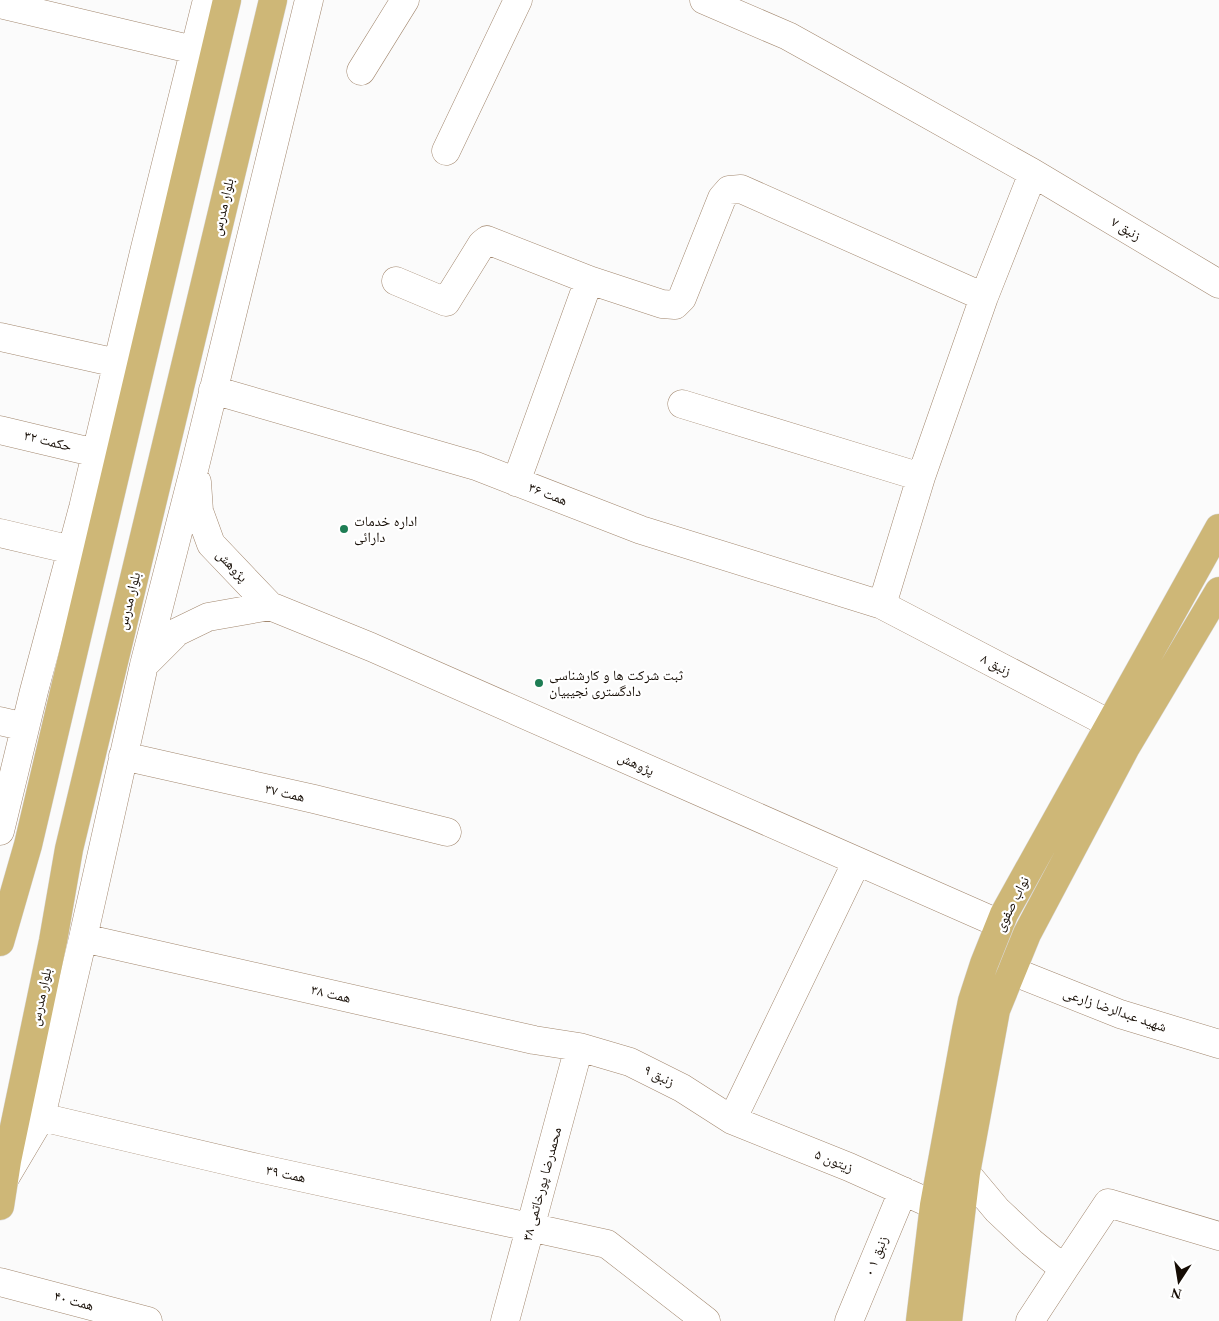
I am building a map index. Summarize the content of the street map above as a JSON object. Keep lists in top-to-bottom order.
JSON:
{
  "streets": {
    "main road": ["بلوار مدرس", "نواب صفوی"],
    "street": [
      "زنبق ۷",
      "حکمت ۳۲",
      "همت ۳۶",
      "پژوهش",
      "زنبق ۸",
      "همت ۳۷",
      "همت ۳۸",
      "شهید عبدالرضا زارعی",
      "زنبق ۹",
      "زیتون ۵",
      "همت ۳۹",
      "محمدرضا پورخاتمی ۳۸",
      "زنبق ۱ ۰",
      "همت ۴۰"
    ]
  },
  "crossings": [
    ["همت ۳۶", "زنبق ۸"],
    ["پژوهش", "نواب صفوی"],
    ["زنبق ۸", "نواب صفوی"],
    ["نواب صفوی", "شهید عبدالرضا زارعی"],
    ["نواب صفوی", "زیتون ۵"],
    ["همت ۳۸", "زنبق ۹"],
    ["همت ۳۸", "محمدرضا پورخاتمی ۳۸"],
    ["زنبق ۹", "زیتون ۵"],
    ["زنبق ۹", "محمدرضا پورخاتمی ۳۸"],
    ["زیتون ۵", "زنبق ۱ ۰"],
    ["همت ۳۹", "محمدرضا پورخاتمی ۳۸"]
  ],
  "places": ["اداره خدمات دارائی", "ثبت شرکت ها و کارشناسی دادگستری نجیبیان"],
  "north": "bottom"
}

========================

▶ Your assignment
When printing the entries, leave out the images and keep everything else exact.

▶ Solved exercise
I am building a map index. Summarize the content of the street map above as a JSON object. Keep lists in top-to-bottom order.
JSON:
{
  "streets": {
    "main road": ["بلوار مدرس", "نواب صفوی"],
    "street": [
      "زنبق ۷",
      "حکمت ۳۲",
      "همت ۳۶",
      "پژوهش",
      "زنبق ۸",
      "همت ۳۷",
      "همت ۳۸",
      "شهید عبدالرضا زارعی",
      "زنبق ۹",
      "زیتون ۵",
      "همت ۳۹",
      "محمدرضا پورخاتمی ۳۸",
      "زنبق ۱ ۰",
      "همت ۴۰"
    ]
  },
  "crossings": [
    ["همت ۳۶", "زنبق ۸"],
    ["پژوهش", "نواب صفوی"],
    ["زنبق ۸", "نواب صفوی"],
    ["نواب صفوی", "شهید عبدالرضا زارعی"],
    ["نواب صفوی", "زیتون ۵"],
    ["همت ۳۸", "زنبق ۹"],
    ["همت ۳۸", "محمدرضا پورخاتمی ۳۸"],
    ["زنبق ۹", "زیتون ۵"],
    ["زنبق ۹", "محمدرضا پورخاتمی ۳۸"],
    ["زیتون ۵", "زنبق ۱ ۰"],
    ["همت ۳۹", "محمدرضا پورخاتمی ۳۸"]
  ],
  "places": ["اداره خدمات دارائی", "ثبت شرکت ها و کارشناسی دادگستری نجیبیان"],
  "north": "bottom"
}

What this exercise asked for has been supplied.